No Unity does not reference your Array and yes you have to copy the whole thing back to the Unity 'black box' every time you modify it.

imaginaryhuman · May 16, 2011

One thing I notice is that the length of the Triangles array can be different from the length of all other vertex arrays. So maybe I could let the vertex data arrays stay as they are and then only upload new Triangle arrays each frame? Maybe this what you were describing as pooling - ie don't change the vertex data arrays, maybe just change the triangle array entries for triangles that are disappearing to point to a single `dummy triangle` or something?

How does the dynamic batching work?

Krobill · May 16, 2011

The triangles Array only determines which poly uses which vertices. Most of the time you don't touch that but I guess you could make polys disappear by reassigning which vertices they use... In a dynamic animated 2D system it's usual to have to update all vertices positions on a per frame basis so it's really the vertices Array that you need to change the most. Though for procedural animations you can handle in fact quite a lot with vertex shaders, leave the Mesh data alone, and spare a lot of CPU power.

Dynamic batching is quite a long subject and leads sometimes to heated conversations around here ^^
To make things short and from our experience only :
GameObjects associated to a simple quad mesh with the same Material will be batched
- unless there are too much of them (it's a looooooot usually)
- unless they are uniformly and non uniformly scaled : that is, uniformly and non uniformly scaled object can't be batched together (some are handled by GPU and others by CPU I guess...)
- a very important subtlety concerning alpha blended objects (which is pretty much everyone of them with 2D games ^^) : objects can't be batched together if objects with a different material are positionned between them in term of depth along the camera axis (position of the pivot not the acutal polygons). This is due to the automatic z-sorting of Unity3D to avoid alpha blend rendering artifacts. You have to group your objects using the same materials in depth ranges to maximize dynamic batch.

imaginaryhuman · May 16, 2011

Interesting.

Would you suggest to avoid dynamic batching entirely (since it has some overhead) and just go with your own larger combined mesh with, say, several thousand quads on it, and then `pool` the hidden quads by changing the vertices or triangles?

You kind of made it sound like you can do many many thousands of quads (e.g. 100,000?) with a single dynamic batch so long as you follow some rules... but is it more efficient to do that than to have a few meshes with 16384 vertices each?

imaginaryhuman · May 16, 2011

Also a related question.. if you are putting lots of `sprite` quads on a mesh and moving the vertices `manually` each frame (if they are sprites that move), how do you deal with rotation and scaling?
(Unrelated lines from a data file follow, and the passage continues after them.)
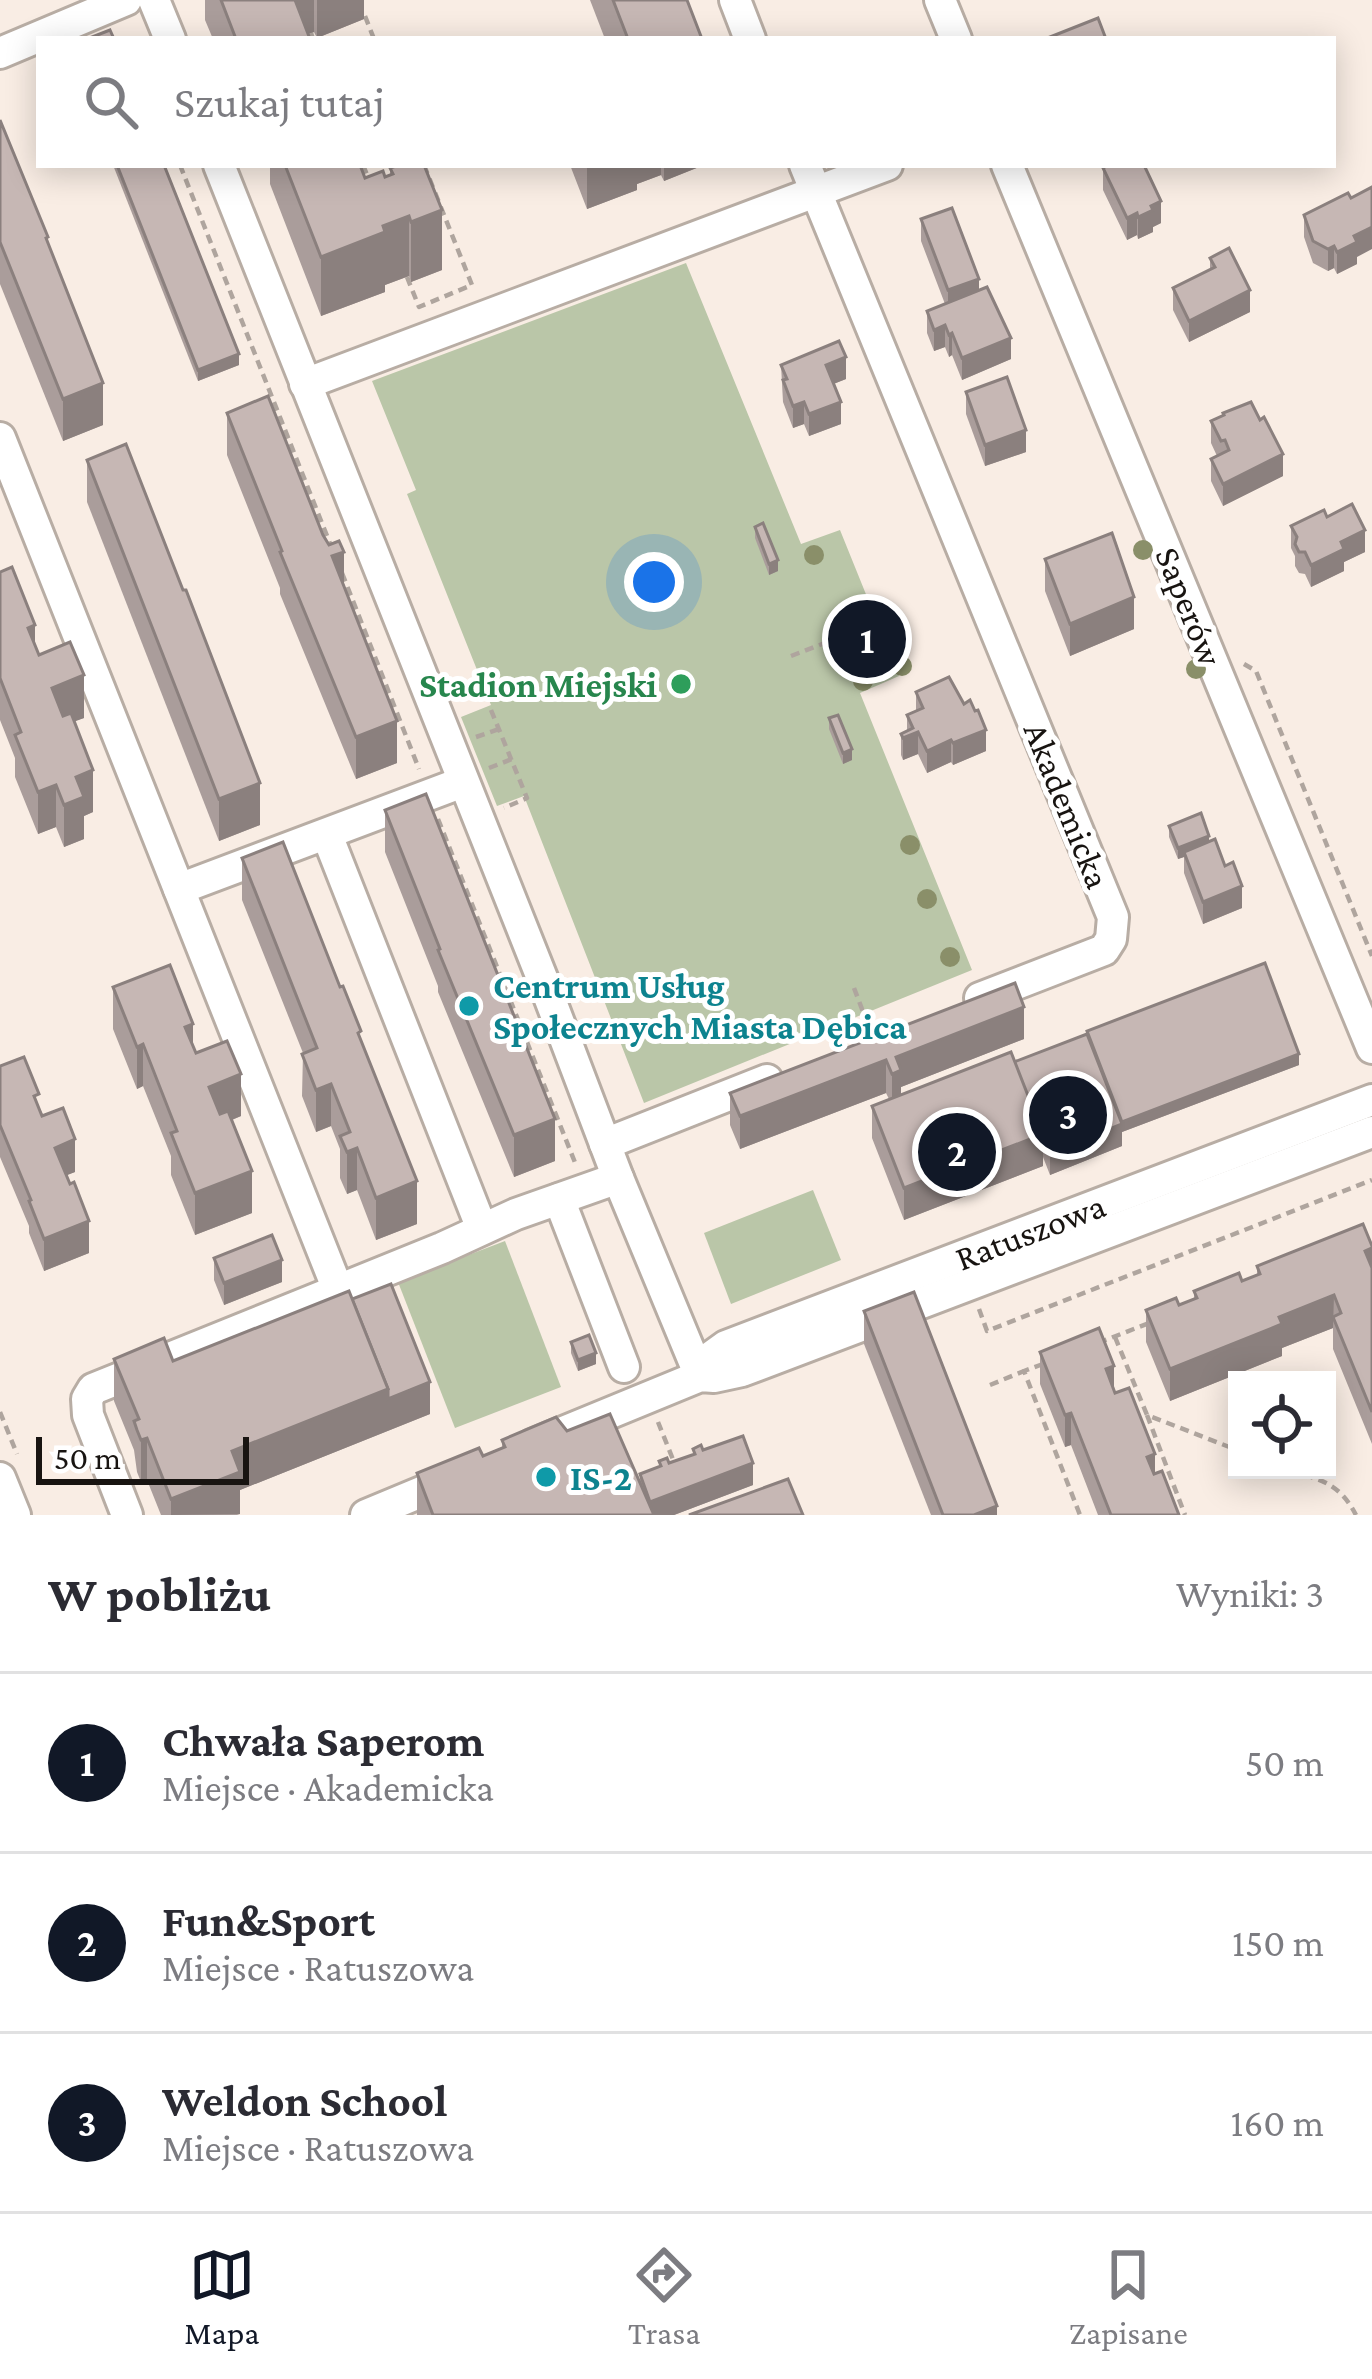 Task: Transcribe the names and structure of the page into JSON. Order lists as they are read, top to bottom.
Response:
{
  "streets": {
    "street": ["Saperów", "Akademicka", "Ratuszowa"]
  },
  "places": ["Stadion Miejski", "Centrum Usług Społecznych Miasta Dębica", "IS-2"],
  "scale_bar": "50 m",
  "page": {
    "search": "Szukaj tutaj",
    "pins": ["1", "3", "2"],
    "scale": "50 m",
    "heading": ["W pobliżu", "Wyniki: 3"],
    "list": [
      {
        "mark": "1",
        "name": "Chwała Saperom",
        "note": "Miejsce · Akademicka",
        "value": "50 m"
      },
      {
        "mark": "2",
        "name": "Fun&Sport",
        "note": "Miejsce · Ratuszowa",
        "value": "150 m"
      },
      {
        "mark": "3",
        "name": "Weldon School",
        "note": "Miejsce · Ratuszowa",
        "value": "160 m"
      }
    ],
    "nav": ["Mapa", "Trasa", "Zapisane"]
  }
} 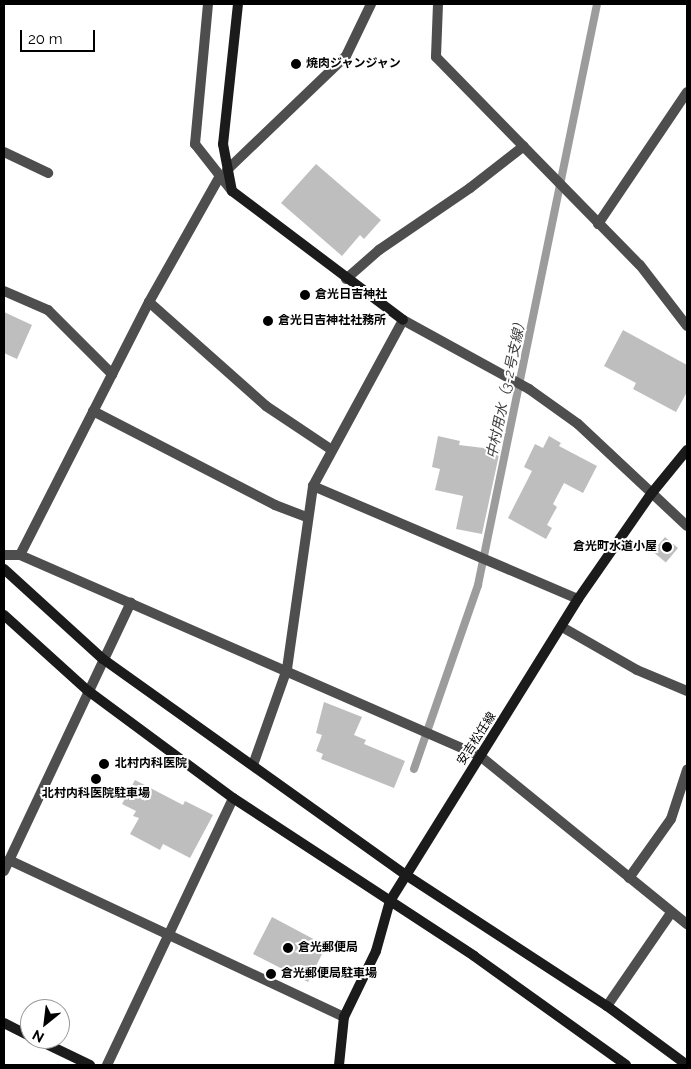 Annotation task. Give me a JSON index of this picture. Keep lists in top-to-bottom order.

Do you store like an angle and radius from a `handle` coordinate for each vertex and then recalculate all of the vertex coordinates using trig each frame? How fast is that and is there a better way? (thinking of 2d bone joints/hinge)

Krobill · May 16, 2011

I certainly recommend to USE dynamic batching, not avoid it ! I proposed a large 'pool' mesh if you wish to stick to the manual merging option but today I wouldn't recommend that. It's indeed a lot easier to handle rotation and scaling through transforms of gameObject rather than to have to recalculate vertices positions for each quad.

imaginaryhuman · May 16, 2011

OK but if we have a batch of say 30 quads on a single mesh in order to reduce draw calls, and let several of those dynamically batch with manual handling of vertex positions for rotation, isn't that better than having hundreds of game objects with only 1 quad each and matrices for rotation?

imaginaryhuman · May 16, 2011

And although it may be easier to do transforms with game objects is it faster?

bigmisterb · May 16, 2011

ImaginaryHuman said: ↑

OK but if we have a batch of say 30 quads on a single mesh in order to reduce draw calls, and let several of those dynamically batch with manual handling of vertex positions for rotation, isn't that better than having hundreds of game objects with only 1 quad each and matrices for rotation?
Click to expand...

This all depends on how you set it up, if you had 1 object with 30 quads and adjusted them every frame, no, I think that would be slower than 30 quad objects adjusting position and rotation.

That specific type of object is built into Unity, it is called a particle emitter.

In order to rotate a single quad to face the camera, you have to do a rotation lookat angle, then you have to do 4 calls to the direction to get each vertices, when you only have to do one rotation lookat angle and let the matrix of Unity do the rest. Far simpler far less cpu usage.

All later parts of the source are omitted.